Pensar la restauración desde los socio-ecosistemas

Jorge Felipe Soza Soza, Socioeconomista, fotógrafo, Colaborador del Centro Universitario Coyhaique, Universidad de Magallanes

Los impactos de los recientes incendios acontecidos en el sur de nuestra región tienen, sin lugar a dudas, una escala muy significativa. Esto de seguro acarreará efectos considerables en los bosques afectados y, por consiguiente, el capital natural de la Región de Aysén con implicancias en la cantidad y calidad de servicios ecosistémicos. Esta catástrofe ecológica afecta no solo a la población de colonos del sector, sino a la Patagonia en su conjunto, asumiendo la interrelación de las eco-regiones del territorio austral.

No solo árboles ancestrales de Nothofagus han sido fuertemente afectadas, sino que una variedad de flora y fauna particular de la eco-región subantártica se ve perjudicada directamente, como los animales de menor tamaño como roedores, liebres, insectos y aves como también especies emblemáticas de nuestra región, heráldicas de Chile, como el huemul y el puma. Estos últimos tal vez no se vieron directamente afectados en una disminución de especímenes de cada uno, pero sí indirectamente en las posibilidades de contar con un ambiente que entregue las condiciones necesarias para su subsistencia.

Si bien aún no existen estudios detallados de las reales consecuencias de estos siniestros en los ecosistemas australes, podemos ver por literatura que muchas de las veces estos bosques ya alterados no tendrán la misma capacidad de tolerancia a aceptar cambios ambientales, como los tenían anteriormente. En ese mismo sentido los autores Nasi, Dennis, Meijaar y Moore (2001)exponen, a modo de ejemplo, lo que se observo en Rusia, donde se registro una merma de “60 especies de plantas vasculares, 10 especies de hongos, ocho de líquenes y seis de musgo durante los dos o tres últimos decenios” .

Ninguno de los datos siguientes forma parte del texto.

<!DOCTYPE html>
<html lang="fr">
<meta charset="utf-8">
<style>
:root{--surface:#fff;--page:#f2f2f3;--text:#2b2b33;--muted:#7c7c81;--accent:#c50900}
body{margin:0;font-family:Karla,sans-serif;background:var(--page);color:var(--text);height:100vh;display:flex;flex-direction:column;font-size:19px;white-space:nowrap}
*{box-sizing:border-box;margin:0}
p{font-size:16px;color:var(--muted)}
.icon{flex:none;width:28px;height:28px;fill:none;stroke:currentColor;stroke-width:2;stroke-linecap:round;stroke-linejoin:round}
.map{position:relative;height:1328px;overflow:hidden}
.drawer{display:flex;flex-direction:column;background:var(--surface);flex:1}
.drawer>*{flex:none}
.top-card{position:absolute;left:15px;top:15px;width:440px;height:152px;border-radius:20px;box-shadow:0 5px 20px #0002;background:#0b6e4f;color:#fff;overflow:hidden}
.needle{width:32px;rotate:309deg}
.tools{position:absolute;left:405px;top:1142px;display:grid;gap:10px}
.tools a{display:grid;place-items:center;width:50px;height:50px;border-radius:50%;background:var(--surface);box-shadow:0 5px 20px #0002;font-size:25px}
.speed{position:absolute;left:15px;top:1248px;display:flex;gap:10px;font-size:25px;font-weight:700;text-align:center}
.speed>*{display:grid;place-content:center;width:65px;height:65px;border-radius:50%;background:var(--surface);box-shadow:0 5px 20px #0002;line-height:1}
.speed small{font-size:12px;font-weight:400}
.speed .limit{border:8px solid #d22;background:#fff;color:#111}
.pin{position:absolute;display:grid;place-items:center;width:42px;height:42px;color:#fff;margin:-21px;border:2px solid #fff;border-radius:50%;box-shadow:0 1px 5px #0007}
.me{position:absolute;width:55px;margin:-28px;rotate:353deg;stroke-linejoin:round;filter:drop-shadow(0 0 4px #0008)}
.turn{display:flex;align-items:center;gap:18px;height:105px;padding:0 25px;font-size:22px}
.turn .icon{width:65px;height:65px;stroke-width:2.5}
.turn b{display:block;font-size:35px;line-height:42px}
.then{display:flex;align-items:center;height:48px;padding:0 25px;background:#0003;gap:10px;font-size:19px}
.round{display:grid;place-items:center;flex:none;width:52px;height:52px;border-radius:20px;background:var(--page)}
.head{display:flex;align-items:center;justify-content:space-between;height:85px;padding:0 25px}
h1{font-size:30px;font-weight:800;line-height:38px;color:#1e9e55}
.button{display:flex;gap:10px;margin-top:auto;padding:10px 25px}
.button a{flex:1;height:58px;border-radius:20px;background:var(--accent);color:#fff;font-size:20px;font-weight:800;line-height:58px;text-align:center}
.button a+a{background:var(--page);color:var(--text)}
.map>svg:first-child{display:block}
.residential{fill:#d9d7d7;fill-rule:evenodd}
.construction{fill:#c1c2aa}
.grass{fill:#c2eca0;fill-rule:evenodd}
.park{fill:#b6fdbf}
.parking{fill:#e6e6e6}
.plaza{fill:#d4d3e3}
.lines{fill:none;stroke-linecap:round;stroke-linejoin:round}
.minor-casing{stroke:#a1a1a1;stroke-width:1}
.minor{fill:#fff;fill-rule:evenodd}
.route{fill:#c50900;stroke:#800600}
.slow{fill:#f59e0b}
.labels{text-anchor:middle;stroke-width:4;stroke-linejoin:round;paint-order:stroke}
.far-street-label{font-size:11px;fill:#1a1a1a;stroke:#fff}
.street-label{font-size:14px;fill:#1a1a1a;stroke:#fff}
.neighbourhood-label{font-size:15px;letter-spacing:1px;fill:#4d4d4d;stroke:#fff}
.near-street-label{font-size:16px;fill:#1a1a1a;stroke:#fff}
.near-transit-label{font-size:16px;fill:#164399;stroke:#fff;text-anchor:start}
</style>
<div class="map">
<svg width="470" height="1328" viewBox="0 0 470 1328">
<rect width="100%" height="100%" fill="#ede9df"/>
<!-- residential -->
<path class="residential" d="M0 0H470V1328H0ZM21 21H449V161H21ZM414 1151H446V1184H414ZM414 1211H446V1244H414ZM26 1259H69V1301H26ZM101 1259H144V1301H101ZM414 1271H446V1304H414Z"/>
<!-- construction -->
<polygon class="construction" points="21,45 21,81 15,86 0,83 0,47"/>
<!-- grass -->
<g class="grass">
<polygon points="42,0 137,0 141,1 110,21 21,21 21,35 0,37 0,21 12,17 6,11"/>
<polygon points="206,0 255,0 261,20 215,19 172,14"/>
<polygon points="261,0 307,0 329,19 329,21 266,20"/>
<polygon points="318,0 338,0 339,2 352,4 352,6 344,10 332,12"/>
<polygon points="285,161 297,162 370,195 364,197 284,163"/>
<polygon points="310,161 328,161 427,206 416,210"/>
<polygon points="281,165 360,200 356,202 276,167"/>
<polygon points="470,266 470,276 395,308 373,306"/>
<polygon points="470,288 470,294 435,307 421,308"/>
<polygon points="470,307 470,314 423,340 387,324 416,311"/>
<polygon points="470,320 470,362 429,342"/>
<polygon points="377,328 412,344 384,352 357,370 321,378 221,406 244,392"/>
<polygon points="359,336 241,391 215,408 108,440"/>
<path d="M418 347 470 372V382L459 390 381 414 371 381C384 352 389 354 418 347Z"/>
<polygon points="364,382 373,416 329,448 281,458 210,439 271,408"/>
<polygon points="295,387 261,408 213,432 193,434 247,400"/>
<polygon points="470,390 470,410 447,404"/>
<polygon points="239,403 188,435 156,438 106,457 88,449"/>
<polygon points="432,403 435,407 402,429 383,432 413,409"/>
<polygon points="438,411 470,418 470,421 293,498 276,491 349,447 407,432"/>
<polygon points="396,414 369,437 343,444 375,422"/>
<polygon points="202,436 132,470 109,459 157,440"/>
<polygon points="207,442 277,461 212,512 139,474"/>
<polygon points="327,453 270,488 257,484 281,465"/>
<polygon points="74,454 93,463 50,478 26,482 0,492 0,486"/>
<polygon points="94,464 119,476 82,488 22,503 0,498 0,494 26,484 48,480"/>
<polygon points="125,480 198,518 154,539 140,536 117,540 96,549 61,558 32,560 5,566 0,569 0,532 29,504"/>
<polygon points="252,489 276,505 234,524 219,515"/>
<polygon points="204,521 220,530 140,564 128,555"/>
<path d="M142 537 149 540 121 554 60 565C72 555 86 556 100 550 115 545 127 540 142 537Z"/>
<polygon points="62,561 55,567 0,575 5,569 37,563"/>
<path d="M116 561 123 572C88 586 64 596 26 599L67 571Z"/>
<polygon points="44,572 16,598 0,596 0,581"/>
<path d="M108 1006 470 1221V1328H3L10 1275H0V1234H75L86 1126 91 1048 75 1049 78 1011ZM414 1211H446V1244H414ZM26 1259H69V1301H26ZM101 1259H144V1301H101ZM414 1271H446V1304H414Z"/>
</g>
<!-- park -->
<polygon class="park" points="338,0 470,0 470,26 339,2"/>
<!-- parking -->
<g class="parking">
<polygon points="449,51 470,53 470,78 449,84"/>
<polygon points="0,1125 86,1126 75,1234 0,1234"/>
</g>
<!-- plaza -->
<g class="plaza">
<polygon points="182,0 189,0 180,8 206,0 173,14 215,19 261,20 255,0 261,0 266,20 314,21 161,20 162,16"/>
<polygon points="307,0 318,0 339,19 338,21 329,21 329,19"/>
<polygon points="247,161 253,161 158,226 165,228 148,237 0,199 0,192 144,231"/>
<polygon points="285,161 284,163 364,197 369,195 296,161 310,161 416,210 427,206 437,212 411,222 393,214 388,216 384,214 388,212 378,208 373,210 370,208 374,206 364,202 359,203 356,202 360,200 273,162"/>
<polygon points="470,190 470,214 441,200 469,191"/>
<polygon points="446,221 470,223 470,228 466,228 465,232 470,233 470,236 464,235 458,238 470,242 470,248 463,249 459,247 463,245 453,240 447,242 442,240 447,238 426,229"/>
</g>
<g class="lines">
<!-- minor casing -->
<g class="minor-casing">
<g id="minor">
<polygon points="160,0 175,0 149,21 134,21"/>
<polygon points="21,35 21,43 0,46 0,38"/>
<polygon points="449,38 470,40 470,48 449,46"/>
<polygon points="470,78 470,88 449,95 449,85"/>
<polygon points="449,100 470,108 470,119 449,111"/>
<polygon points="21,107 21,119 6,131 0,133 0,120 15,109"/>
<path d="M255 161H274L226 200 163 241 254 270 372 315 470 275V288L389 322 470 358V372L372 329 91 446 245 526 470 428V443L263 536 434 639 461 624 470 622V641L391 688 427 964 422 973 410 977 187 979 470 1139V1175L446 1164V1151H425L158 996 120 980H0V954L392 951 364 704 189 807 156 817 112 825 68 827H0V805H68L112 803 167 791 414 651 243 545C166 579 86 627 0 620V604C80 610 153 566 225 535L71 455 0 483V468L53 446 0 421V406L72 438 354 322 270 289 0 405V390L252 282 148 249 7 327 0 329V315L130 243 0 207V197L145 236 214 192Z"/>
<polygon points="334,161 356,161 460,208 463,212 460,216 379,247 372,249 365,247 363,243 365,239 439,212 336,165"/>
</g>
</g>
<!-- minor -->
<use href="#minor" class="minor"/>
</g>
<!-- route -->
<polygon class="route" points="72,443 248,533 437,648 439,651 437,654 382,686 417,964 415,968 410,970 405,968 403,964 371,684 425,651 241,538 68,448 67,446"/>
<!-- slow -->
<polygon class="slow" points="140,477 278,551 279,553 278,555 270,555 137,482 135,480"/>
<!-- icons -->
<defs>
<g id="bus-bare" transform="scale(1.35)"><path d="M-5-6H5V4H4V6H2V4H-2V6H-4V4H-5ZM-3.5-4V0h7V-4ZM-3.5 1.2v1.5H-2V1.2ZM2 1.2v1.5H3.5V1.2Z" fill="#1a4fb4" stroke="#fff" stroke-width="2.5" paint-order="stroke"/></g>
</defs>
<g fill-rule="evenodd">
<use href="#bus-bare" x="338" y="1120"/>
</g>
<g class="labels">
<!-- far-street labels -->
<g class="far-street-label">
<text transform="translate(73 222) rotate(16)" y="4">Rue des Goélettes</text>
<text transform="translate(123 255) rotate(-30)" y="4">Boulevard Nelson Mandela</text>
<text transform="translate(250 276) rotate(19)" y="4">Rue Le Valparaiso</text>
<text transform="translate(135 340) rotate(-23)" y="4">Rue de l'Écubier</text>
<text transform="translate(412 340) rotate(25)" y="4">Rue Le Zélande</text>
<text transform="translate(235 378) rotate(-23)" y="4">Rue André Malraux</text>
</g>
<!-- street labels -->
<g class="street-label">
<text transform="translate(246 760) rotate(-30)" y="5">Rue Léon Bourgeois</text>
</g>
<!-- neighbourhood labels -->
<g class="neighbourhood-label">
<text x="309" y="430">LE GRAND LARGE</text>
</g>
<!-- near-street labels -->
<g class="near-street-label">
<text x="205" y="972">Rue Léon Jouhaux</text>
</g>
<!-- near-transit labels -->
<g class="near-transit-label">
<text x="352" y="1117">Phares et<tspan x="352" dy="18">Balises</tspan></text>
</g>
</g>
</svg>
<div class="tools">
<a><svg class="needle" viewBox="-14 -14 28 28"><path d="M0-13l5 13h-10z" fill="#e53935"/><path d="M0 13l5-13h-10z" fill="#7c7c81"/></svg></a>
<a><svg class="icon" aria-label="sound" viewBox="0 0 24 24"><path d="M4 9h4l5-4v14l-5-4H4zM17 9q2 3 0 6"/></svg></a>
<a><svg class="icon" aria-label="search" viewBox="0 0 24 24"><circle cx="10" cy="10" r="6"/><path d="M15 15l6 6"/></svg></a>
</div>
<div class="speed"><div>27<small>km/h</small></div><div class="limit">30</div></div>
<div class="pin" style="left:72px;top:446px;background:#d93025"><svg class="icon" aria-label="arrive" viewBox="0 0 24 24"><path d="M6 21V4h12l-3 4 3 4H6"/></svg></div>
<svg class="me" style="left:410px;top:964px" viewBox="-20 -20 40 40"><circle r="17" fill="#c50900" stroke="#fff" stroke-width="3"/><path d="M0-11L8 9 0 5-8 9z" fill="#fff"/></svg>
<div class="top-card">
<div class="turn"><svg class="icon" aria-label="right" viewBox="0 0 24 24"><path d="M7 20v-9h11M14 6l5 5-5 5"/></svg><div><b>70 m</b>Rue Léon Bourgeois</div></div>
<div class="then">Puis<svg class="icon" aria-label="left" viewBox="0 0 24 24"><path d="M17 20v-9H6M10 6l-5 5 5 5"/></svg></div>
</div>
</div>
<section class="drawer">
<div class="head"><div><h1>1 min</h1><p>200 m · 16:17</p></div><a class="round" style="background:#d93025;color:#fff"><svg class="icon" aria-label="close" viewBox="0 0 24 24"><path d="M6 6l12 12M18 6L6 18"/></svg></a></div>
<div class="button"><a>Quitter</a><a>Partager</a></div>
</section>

Según relatos de recolectoras de hongos silvestres comestibles en Chile, se ha podido observar un incremento en la densidad de morillas en zonas que fueron afectadas por incendios. ¿Merece la pena perder un bosque ancestral para tener más morillas al año siguiente (y nunca más)? Si lugar a dudas que tenemos que esperar y estudiar sobre los impactos ecológicos de los hechos ocurridos durante el mes de febrero de este año el sur de la región.

Este contexto más que lamentable, nos invita a explorar nuevas formas de entender cómo opera y se practican las políticas de conservación en nuestro país o en este caso las de restauración. En este caso un área en especial que ha sido muy poco relevada por los actores involucrados, la que tiene relación con la comunidad aledaña, así como también la de la región. Poco y nada se ha hablado de los impactos económicos de los incendios, de los posibles impactos en la escala productiva de los campos de las familias campesinas vecinas del sector, de las implicancias al turismo, entre otros.

Creemos que esta es una invitación a generar investigación de forma multidisciplinar, donde se identifiquen de forma integrada las reales implicancias de estos incendios, tanto como para la flora, la fauna, la fauna y los seres humanos de manera integral. Somos partidarios de procesos de investigación, acción y participación activa de las comunidades en el desarrollo de políticas que vayan relacionadas con el bienestar de los socioecosistemas en su conjunto. Esta vez tenemos la posibilidad, no la perdamos.